##### Task data #####

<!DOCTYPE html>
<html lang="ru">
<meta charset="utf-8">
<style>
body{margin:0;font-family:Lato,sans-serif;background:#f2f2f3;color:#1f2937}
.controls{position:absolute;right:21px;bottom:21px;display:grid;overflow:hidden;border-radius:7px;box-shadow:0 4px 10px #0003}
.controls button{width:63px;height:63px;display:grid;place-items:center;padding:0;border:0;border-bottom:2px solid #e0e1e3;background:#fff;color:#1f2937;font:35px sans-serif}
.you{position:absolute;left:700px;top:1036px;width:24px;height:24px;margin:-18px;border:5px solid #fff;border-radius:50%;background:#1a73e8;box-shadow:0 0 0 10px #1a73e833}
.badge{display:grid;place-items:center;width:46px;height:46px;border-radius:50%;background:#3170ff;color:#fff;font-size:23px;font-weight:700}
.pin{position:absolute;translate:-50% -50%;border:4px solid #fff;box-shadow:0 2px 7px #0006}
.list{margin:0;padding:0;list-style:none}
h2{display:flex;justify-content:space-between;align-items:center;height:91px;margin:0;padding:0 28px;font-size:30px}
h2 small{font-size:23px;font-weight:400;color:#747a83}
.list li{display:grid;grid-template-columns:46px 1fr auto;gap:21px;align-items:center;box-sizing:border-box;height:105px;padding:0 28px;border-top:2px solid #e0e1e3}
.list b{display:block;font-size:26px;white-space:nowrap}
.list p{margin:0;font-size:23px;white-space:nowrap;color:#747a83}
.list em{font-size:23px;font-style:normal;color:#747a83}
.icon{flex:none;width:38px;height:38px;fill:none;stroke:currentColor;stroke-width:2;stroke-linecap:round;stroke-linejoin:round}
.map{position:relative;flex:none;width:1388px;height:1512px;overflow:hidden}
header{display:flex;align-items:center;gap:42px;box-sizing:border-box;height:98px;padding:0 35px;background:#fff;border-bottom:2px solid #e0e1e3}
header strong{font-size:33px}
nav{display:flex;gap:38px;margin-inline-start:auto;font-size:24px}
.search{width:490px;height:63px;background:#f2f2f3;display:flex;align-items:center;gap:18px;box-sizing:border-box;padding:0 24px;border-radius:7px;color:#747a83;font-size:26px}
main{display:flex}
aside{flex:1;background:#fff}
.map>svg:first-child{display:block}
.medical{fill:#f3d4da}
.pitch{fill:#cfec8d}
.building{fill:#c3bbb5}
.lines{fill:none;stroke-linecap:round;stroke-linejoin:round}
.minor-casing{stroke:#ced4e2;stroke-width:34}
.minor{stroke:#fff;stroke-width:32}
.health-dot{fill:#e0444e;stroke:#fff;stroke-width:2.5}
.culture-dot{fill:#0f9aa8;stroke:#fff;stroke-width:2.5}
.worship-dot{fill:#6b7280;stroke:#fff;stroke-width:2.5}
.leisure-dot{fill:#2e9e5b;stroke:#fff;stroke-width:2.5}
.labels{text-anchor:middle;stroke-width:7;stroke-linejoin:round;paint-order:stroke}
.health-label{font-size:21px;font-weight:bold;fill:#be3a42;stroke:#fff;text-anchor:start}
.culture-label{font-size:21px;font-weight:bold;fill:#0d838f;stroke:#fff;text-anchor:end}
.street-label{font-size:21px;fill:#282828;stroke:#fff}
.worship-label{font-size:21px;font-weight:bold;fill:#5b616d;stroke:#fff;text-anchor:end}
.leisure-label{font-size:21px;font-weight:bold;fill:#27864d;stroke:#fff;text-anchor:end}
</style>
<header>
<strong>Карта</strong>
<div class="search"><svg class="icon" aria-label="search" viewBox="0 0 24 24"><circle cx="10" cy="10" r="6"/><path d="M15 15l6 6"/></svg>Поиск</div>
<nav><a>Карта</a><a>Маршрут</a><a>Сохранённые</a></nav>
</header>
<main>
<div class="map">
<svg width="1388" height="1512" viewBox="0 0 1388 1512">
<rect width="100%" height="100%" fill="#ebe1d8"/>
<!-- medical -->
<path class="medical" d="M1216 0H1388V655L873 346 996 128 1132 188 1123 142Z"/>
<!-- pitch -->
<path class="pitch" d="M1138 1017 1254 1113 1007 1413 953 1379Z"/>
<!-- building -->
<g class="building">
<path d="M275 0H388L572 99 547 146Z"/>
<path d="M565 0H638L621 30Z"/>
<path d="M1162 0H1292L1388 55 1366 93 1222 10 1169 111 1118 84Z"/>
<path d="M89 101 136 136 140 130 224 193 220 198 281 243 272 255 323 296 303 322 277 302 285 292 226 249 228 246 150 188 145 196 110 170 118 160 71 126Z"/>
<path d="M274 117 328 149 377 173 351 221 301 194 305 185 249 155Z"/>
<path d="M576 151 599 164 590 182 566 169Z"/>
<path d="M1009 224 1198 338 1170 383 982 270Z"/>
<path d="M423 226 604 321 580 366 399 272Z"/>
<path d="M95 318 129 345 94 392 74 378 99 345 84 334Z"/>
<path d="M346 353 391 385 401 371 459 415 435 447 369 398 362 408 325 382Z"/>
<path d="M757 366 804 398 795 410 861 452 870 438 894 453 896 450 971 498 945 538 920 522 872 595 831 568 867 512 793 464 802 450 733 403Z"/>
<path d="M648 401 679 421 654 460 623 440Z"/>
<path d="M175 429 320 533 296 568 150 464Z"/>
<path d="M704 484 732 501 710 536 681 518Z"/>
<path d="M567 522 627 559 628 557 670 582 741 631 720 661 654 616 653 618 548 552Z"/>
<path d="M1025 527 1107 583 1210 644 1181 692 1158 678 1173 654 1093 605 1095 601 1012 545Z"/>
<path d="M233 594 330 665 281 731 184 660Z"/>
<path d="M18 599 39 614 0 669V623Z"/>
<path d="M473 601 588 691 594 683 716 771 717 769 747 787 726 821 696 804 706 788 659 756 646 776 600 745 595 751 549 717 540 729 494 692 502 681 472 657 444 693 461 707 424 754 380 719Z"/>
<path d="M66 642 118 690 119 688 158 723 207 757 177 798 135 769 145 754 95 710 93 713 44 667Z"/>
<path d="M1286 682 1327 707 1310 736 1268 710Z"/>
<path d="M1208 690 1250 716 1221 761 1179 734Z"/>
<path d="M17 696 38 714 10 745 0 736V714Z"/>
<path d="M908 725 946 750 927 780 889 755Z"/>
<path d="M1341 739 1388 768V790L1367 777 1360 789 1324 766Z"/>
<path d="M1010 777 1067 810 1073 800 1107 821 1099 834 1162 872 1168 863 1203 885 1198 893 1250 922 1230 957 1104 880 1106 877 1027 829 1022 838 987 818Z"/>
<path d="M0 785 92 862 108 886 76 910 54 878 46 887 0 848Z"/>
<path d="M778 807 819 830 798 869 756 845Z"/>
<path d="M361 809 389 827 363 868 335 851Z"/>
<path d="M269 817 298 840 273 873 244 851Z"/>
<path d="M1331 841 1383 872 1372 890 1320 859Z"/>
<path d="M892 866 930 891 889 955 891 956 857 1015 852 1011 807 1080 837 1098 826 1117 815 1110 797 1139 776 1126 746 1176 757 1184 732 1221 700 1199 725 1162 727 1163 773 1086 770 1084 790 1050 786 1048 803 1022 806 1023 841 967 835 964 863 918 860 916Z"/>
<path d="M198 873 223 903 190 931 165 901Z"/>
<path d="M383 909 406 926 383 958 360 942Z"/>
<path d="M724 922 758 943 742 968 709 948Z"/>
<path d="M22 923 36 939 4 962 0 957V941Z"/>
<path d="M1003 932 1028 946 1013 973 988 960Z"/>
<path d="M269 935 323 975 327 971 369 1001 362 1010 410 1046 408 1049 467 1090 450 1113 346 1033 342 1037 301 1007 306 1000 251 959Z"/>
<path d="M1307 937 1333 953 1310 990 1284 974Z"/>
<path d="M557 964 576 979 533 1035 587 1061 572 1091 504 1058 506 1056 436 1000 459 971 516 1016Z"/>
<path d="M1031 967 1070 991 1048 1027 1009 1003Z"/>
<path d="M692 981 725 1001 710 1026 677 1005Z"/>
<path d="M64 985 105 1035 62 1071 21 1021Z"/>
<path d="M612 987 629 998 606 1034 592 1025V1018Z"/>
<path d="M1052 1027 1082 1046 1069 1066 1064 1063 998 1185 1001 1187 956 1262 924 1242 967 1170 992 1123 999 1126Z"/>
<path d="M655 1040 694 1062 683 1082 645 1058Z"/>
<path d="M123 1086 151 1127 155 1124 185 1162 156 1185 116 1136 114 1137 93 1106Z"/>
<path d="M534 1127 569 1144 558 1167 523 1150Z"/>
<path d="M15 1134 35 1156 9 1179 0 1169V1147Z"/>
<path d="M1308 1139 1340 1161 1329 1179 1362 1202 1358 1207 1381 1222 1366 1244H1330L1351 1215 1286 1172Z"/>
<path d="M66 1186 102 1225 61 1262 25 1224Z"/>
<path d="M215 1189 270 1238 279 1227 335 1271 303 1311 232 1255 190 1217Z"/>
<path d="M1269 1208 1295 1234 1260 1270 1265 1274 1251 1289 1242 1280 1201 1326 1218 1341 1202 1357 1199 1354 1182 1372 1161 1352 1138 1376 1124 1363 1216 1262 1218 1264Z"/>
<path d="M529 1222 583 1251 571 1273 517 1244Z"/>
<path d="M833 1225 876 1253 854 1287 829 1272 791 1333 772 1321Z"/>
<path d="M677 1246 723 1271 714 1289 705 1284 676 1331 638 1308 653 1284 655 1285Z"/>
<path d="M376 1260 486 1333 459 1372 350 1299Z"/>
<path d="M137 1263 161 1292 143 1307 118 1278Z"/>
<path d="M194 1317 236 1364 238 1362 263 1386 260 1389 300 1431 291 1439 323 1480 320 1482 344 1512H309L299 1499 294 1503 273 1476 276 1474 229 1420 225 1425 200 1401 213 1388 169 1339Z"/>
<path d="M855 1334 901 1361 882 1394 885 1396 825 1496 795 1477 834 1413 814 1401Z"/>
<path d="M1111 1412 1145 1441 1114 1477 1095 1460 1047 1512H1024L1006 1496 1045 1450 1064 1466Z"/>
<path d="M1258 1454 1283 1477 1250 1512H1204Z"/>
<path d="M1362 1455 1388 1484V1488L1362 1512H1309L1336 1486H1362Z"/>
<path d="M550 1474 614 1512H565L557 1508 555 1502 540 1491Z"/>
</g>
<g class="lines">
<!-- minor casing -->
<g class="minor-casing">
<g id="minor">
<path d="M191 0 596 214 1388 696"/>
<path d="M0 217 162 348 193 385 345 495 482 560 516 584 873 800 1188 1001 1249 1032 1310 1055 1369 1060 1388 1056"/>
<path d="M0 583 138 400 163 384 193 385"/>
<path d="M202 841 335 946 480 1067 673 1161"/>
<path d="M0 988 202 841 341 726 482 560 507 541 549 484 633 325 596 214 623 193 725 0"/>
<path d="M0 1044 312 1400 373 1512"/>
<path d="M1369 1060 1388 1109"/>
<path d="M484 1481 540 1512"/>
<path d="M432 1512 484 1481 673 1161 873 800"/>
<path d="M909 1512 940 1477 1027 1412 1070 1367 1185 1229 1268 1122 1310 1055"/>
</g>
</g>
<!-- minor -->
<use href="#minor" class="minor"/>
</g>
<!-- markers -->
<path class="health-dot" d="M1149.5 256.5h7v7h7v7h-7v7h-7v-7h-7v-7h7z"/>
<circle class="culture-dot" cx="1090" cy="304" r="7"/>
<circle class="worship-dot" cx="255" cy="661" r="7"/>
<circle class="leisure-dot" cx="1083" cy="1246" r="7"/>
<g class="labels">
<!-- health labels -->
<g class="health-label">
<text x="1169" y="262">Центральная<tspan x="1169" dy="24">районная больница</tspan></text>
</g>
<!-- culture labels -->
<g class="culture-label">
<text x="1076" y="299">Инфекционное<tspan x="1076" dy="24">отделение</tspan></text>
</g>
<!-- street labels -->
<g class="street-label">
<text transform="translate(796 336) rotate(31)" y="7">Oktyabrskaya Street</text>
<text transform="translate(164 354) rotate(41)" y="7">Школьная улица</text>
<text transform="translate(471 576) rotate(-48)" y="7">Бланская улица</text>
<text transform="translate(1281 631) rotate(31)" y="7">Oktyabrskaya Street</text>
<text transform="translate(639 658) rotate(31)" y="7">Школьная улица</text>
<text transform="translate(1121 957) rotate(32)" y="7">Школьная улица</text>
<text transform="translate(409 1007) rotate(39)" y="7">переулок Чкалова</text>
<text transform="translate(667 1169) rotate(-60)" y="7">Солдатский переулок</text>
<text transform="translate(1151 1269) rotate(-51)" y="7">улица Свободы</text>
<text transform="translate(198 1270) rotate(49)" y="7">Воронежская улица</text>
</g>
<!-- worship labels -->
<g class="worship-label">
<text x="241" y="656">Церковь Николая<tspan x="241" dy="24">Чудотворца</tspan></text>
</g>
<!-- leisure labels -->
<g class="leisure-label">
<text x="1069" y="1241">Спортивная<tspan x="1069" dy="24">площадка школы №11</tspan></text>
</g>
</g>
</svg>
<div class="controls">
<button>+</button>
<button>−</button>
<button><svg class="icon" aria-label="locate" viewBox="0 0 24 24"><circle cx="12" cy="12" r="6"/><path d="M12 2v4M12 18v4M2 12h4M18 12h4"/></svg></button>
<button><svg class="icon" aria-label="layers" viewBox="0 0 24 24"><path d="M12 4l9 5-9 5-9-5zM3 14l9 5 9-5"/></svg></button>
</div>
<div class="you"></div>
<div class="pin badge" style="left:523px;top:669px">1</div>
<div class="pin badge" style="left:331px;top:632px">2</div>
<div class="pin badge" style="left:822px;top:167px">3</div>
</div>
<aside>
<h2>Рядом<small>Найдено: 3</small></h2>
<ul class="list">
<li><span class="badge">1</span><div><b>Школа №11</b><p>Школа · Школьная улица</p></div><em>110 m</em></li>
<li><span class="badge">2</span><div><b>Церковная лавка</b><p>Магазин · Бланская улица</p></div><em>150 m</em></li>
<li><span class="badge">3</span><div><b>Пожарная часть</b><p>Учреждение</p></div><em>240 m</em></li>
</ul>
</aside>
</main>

#####

Problem description> Within the lines above, find those holding the word "nowrap" and copy them.

Answer to this problem>
.list b{display:block;font-size:26px;white-space:nowrap}
.list p{margin:0;font-size:23px;white-space:nowrap;color:#747a83}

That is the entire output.